**The problem:**
Copy out every line in the entries below that includes "place".

============================================================

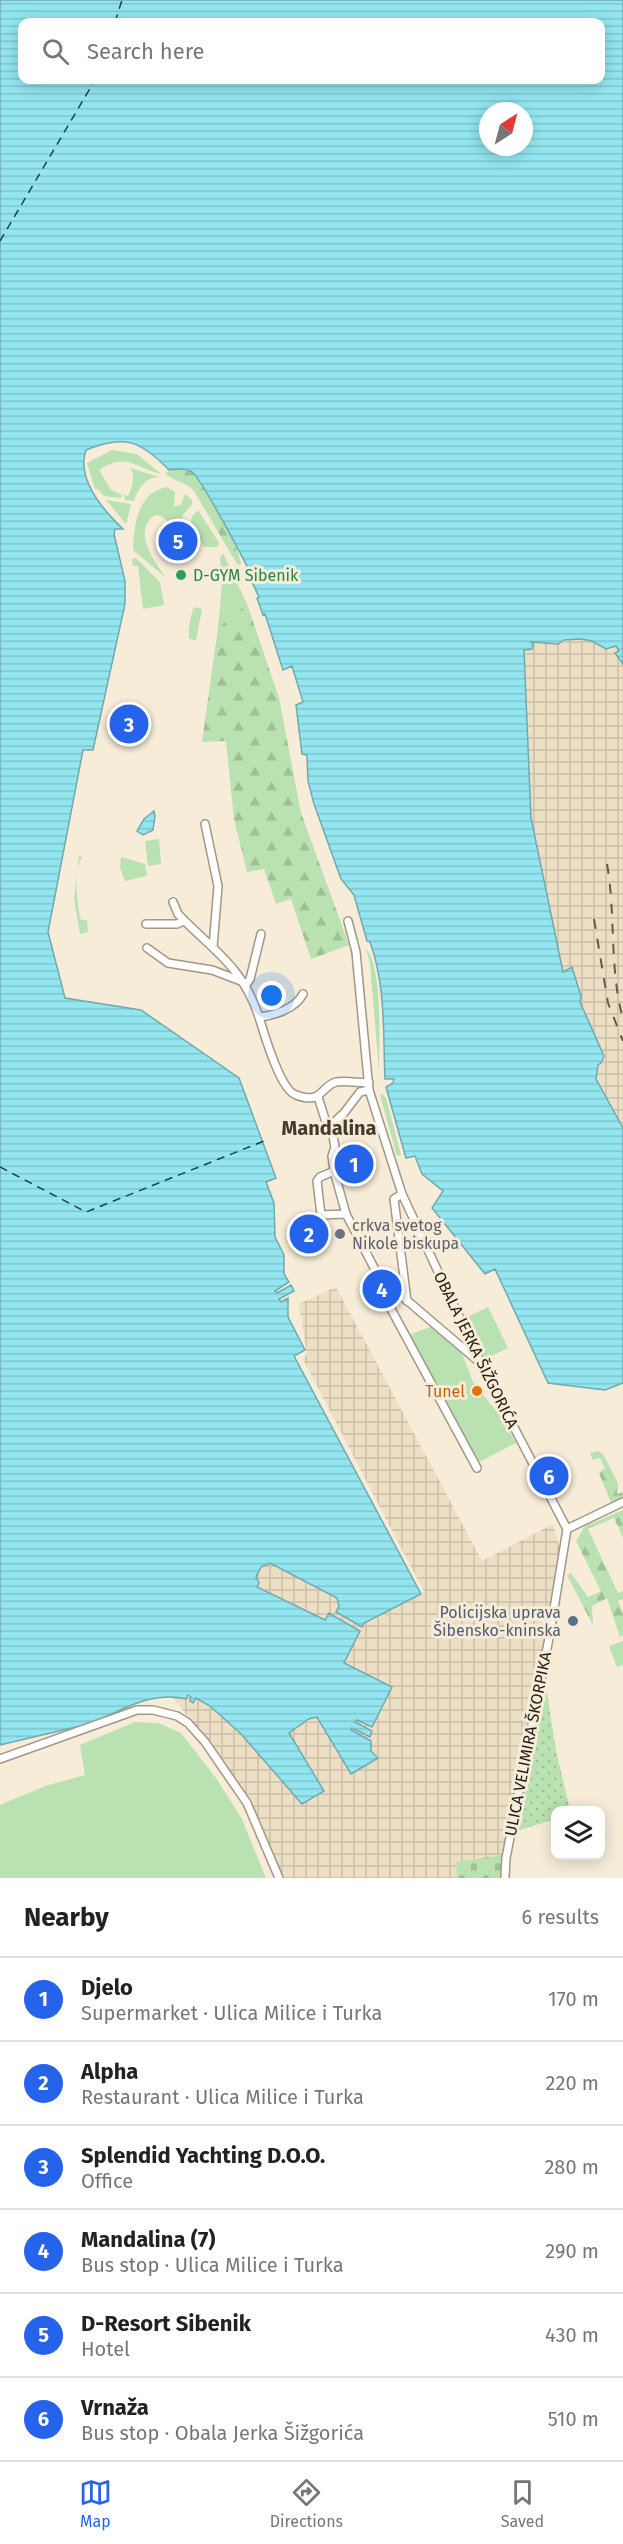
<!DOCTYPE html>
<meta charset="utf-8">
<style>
:root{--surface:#fff;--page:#f6f6f6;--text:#222;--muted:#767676;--line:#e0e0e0;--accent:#2563eb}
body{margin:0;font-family:"Fira Sans",sans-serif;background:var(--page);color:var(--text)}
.controls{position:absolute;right:18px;bottom:18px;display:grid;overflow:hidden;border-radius:12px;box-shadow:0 3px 15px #0003}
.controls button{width:54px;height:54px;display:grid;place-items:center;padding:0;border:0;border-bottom:2px solid var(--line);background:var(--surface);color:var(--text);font:30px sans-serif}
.compass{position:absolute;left:479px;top:102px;width:54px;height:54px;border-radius:50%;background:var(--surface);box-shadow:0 3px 15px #0003;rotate:36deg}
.you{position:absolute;left:272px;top:996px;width:21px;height:21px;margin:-15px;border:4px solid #fff;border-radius:50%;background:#1a73e8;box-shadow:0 0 0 9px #1a73e833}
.badge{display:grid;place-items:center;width:39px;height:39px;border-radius:50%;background:var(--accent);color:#fff;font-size:20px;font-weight:700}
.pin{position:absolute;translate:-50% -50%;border:3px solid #fff;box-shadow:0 2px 6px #0006}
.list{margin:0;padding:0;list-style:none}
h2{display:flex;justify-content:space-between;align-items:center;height:78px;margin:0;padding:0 24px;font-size:26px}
h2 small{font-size:20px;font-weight:400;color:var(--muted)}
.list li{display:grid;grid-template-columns:39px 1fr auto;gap:18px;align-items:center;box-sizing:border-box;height:84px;padding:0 24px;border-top:2px solid var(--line)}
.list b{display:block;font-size:22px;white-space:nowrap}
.list p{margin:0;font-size:20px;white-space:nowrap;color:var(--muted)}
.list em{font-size:20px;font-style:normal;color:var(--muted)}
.icon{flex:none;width:33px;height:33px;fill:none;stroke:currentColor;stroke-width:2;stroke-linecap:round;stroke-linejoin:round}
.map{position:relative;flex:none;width:623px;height:1878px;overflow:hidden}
.search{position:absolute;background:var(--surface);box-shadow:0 3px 15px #0003;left:18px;right:18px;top:18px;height:66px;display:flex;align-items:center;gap:15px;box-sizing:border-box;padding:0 21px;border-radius:12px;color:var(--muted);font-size:22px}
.sheet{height:582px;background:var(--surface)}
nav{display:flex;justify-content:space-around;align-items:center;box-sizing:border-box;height:84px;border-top:2px solid var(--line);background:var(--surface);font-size:16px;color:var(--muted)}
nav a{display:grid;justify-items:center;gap:3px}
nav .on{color:var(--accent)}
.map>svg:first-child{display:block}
.industrial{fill:url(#industrial-grid)}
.green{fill:#bae1b1}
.forest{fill:url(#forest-firs)}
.cemetery{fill:url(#cemetery-stones)}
.park{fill:url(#park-dots)}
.water{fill:url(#water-rules);stroke:#70a9ae;stroke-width:1.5;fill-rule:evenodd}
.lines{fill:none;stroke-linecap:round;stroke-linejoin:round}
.ferry{stroke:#1d4448;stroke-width:1.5;stroke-dasharray:8 6;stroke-linecap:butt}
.minor-casing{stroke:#a19885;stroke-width:10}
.minor{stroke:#fff;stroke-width:7}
.rail{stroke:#605b50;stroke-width:2;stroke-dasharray:10 10;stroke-linecap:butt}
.leisure-dot{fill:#2e9e5b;stroke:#f6ecd8;stroke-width:2}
.worship-dot{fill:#6b7280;stroke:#f6ecd8;stroke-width:2}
.food-dot{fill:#e8710a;stroke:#f6ecd8;stroke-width:2}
.service-dot{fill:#5c6f8a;stroke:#f6ecd8;stroke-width:2}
.labels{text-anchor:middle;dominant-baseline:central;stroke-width:6;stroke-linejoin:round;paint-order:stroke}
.leisure-label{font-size:16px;fill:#27864d;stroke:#f6ecd8;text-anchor:start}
.worship-label{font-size:16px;fill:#5b616d;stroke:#f6ecd8;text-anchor:start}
.street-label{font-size:16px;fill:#1f1c15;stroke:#f6ecd8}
.food-label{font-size:16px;fill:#c56008;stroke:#f6ecd8;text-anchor:end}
.service-label{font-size:16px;fill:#4e5e75;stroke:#f6ecd8;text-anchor:end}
.quarter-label{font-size:20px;font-weight:bold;fill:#433b2b;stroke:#f6ecd8}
</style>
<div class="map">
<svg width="623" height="1878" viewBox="0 0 623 1878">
<defs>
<pattern id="industrial-grid" width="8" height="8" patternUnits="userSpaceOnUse" patternTransform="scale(1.5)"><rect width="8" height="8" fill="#eddfc4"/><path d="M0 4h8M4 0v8" fill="none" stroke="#cbbfa8"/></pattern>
<pattern id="forest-firs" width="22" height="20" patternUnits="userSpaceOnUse" patternTransform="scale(1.5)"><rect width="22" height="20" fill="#bae1b1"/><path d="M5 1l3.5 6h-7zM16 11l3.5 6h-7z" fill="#9fc097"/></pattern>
<pattern id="cemetery-stones" width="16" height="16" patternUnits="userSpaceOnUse" patternTransform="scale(1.5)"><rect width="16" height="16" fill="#bae1b1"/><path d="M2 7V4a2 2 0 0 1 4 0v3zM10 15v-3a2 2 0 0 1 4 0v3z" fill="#9fc097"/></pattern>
<pattern id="park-dots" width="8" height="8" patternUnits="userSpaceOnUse" patternTransform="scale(1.5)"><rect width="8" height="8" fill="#bae1b1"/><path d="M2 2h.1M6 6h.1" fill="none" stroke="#9fc097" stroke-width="1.8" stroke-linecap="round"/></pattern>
<pattern id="water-rules" width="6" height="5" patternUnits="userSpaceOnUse" patternTransform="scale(1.5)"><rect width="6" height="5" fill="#93e6f0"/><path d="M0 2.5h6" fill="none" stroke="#7ec5cd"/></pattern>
</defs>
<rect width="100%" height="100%" fill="#f6ecd8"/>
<g class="industrial">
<polygon points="571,639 592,641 606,649 616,646 619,651 616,653 623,664 623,1128 595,1079 598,1064 603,1056 580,1002 581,996 572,968 563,973 531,818 524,649 532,649 531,642 558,644"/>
<polygon points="336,1287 482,1561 553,1524 561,1554 502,1855 456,1862 457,1878 281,1878 250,1803 222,1762 172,1696 186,1699 188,1695 192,1697 190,1701 193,1702 195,1698 210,1707 241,1734 302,1804 324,1791 289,1733 294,1728 317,1717 371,1751 370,1741 350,1731 352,1728 369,1736 372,1731 355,1722 356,1719 344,1663 352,1628 329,1613 326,1621 257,1586 259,1583 256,1577 261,1567 269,1563 337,1598 340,1613 364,1623 424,1592 303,1359 307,1354 299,1304"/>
</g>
<g class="green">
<path d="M112 450 137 454 161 474C134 467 126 452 99 470L111 490 122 495 121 498 104 496 98 489H95L87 463Z"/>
<path d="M130 468 159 477C146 477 138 488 134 501L125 500 124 495 128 496C132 489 136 474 130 468Z"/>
<path d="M167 487 175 492 174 506 181 505 185 494 192 500V504L183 515 178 529 161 516 155 515C131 531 155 561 165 577L133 550C134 525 137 493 167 487Z"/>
<polygon points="106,500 131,504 126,524"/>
<polygon points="198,510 219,543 217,547 204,547 191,523 192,516"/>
<polygon points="223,553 247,604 218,628 222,584 220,558"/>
<polygon points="136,558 160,582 164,605 143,609 138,566 133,566 132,559"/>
<path d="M194 607 202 609 196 640 189 639C188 628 190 618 194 607Z"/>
<polygon points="159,839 161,864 148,866 145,841"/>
<path d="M79 856 82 857C73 870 77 905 81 920H87L88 932 80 934 74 899Z"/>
<polygon points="121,857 145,864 147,876 125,881 120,868"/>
<path d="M366 949C383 966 379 1045 379 1071L370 964Z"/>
<polygon points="382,1094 386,1098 401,1155 397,1156 380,1095"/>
<polygon points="488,1307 508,1348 483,1360 463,1319"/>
<polygon points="430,1327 461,1351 473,1382 501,1417 516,1443 477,1463 409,1335"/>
<polygon points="623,1641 623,1665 617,1667 609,1646"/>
<polygon points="135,1722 158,1723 181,1733 216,1778 242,1819 266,1878 0,1878 0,1805 45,1786 85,1775 80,1745"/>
</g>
<g class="forest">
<path d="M179 468 193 473C205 491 241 547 241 565L237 564 194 491C186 481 173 482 165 473Z"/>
<polygon points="247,604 279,698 301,813 349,945 311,959 291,899 276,904 264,869 247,872 234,819 226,741 202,742 218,628"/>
<polygon points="598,1451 603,1454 618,1483 617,1494 623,1492 623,1497 611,1503 599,1473 605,1468 600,1458 593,1460 590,1453"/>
<polygon points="623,1510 623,1538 614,1518 588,1529 618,1593 623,1591 623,1599 618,1601 623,1613 623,1635 620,1637 607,1598 592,1606 593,1625 567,1575 571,1573 588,1597 601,1591 576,1541 584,1527"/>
</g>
<polygon class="cemetery" points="502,1855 502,1878 457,1878 456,1862"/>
<polygon class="park" points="545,1679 556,1751 570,1810 556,1810 555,1819 514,1832 542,1686"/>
<g class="water">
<path d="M0 0H623V664L615 653 619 651 616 646 606 649 592 641 580 639 564 640 558 644 531 642 533 644 532 649 524 650 531 818 563 972 572 967 581 996 580 1002 604 1056 601 1063 598 1065 596 1079 623 1128V1383L605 1390 548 1383 495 1269 485 1274 432 1208 443 1191 422 1174 415 1156 406 1158 386 1087 393 1083 394 1079H385C383 1033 386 986 370 942L367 941 354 895 341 879 314 804 308 781 307 755 302 754 296 705 303 702 292 666 283 670 265 614 263 615 257 598 259 597 251 580 253 578C245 562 203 481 192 472 185 468 177 469 169 470 141 441 125 434 86 450 76 479 103 510 123 529H115L114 534 125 581V604L93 750H83L48 932 65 998 141 1010 239 1078 276 1178 266 1182 274 1203 275 1237 284 1255V1274L289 1282 275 1291 277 1293 291 1285 294 1291 279 1299 281 1302 288 1298V1317L305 1350 294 1356 421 1594 364 1623 362 1627 336 1612 339 1606 337 1598 270 1563 261 1567 256 1577 259 1583 257 1587 325 1620 329 1613 360 1631 344 1663 392 1687 372 1727 357 1720 355 1722 372 1731 370 1737 352 1728 351 1730 371 1741V1751L378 1758 351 1774 317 1717 309 1719 289 1733 324 1791 302 1804 241 1734 210 1706 196 1698 193 1703 190 1701 191 1697 188 1695 186 1699C146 1689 112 1717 76 1730V1727L0 1745ZM22 22H600V80H22ZM488 111H524V147H488Z"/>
<polygon points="154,811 155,816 153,830 143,835 137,831 144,819"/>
</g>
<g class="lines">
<g class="ferry">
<polyline points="115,22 122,0"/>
<polyline points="0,241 95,80"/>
<polyline points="0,1167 86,1212 264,1141"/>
</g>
<defs>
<g id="minor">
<polyline points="205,824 218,886 213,947"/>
<path d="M173 902 178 914C212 950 242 965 259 1017 264 1033 280 1090 296 1095 322 1105 321 1086 336 1082 346 1080 359 1083 369 1083"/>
<polyline points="348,921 356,952 369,1090 402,1194 480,1362 567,1529"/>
<polyline points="146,924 177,924 184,921"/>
<polyline points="147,948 168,963 212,970 241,981"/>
<polyline points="245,986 250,979 261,934"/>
<path d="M259 1017C274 1016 296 1008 303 994"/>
<polyline points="318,1097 325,1119 331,1125 335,1147 332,1156 334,1171 346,1214"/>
<polyline points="331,1125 344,1113 360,1092 369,1090"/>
<polyline points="334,1171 320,1177 317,1181 321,1215 346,1214 382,1283 396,1291 478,1361"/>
<polyline points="402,1194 394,1199 407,1301"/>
<polyline points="382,1283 391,1309 477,1468"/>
<polyline points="567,1529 623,1502"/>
<polyline points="0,1759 137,1710 153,1710 177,1716 188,1723 205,1742 247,1803 279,1878"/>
<polyline points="505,1878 506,1858 550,1633 567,1529"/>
</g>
</defs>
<use href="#minor" class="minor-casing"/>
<use href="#minor" class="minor"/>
<g class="rail">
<path d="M607 864C616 915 609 968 623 1019"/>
<polyline points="594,919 608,1003 623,1041"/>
</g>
</g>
<circle class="leisure-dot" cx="181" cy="575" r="6"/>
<circle class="worship-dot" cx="340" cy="1234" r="6"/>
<circle class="food-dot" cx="477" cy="1391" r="6"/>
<circle class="service-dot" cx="573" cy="1621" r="6"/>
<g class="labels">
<g class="leisure-label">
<text x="193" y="575">D-GYM Sibenik</text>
</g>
<g class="worship-label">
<text x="352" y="1225">crkva svetog<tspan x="352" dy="18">Nikole biskupa</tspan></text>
</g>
<g class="street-label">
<text transform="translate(476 1350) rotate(64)">OBALA JERKA ŠIŽGORIĆA</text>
<text transform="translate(528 1744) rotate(-79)">ULICA VELIMIRA ŠKORPIKA</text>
</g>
<g class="food-label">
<text x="465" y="1391">Tunel</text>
</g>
<g class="service-label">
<text x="561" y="1612">Policijska uprava<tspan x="561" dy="18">Šibensko-kninska</tspan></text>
</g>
<g class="quarter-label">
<text x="329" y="1128">Mandalina</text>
</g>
</g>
</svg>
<div class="controls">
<button><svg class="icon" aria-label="layers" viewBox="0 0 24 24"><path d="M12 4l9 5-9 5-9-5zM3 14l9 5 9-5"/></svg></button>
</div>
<svg class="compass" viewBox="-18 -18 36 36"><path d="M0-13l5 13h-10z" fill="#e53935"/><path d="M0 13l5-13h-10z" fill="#767676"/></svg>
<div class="you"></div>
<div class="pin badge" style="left:354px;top:1164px">1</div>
<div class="pin badge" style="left:309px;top:1234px">2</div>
<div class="pin badge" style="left:129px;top:724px">3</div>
<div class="pin badge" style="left:382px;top:1289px">4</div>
<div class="pin badge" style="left:178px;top:541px">5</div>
<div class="pin badge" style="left:549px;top:1476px">6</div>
<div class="search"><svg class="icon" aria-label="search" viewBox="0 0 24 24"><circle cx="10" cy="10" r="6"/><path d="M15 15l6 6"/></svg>Search here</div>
</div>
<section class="sheet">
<h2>Nearby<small>6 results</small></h2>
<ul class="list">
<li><span class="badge">1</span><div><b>Djelo</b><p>Supermarket · Ulica Milice i Turka</p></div><em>170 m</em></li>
<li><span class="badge">2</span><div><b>Alpha</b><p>Restaurant · Ulica Milice i Turka</p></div><em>220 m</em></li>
<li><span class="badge">3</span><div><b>Splendid Yachting D.O.O.</b><p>Office</p></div><em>280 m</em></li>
<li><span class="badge">4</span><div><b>Mandalina (7)</b><p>Bus stop · Ulica Milice i Turka</p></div><em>290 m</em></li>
<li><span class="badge">5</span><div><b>D-Resort Sibenik</b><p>Hotel</p></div><em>430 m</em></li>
<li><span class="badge">6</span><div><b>Vrnaža</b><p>Bus stop · Obala Jerka Šižgorića</p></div><em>510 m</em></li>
</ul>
</section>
<nav>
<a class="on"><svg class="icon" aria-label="map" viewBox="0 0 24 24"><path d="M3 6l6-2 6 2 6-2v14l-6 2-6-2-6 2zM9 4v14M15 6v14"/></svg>Map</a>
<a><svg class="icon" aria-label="directions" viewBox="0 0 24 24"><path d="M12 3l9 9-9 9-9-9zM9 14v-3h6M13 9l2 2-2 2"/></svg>Directions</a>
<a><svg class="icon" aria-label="saved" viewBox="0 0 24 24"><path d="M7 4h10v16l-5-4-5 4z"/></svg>Saved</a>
</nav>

============================================================

**Task response:**
.controls button{width:54px;height:54px;display:grid;place-items:center;padding:0;border:0;border-bottom:2px solid var(--line);background:var(--surface);color:var(--text);font:30px sans-serif}
.badge{display:grid;place-items:center;width:39px;height:39px;border-radius:50%;background:var(--accent);color:#fff;font-size:20px;font-weight:700}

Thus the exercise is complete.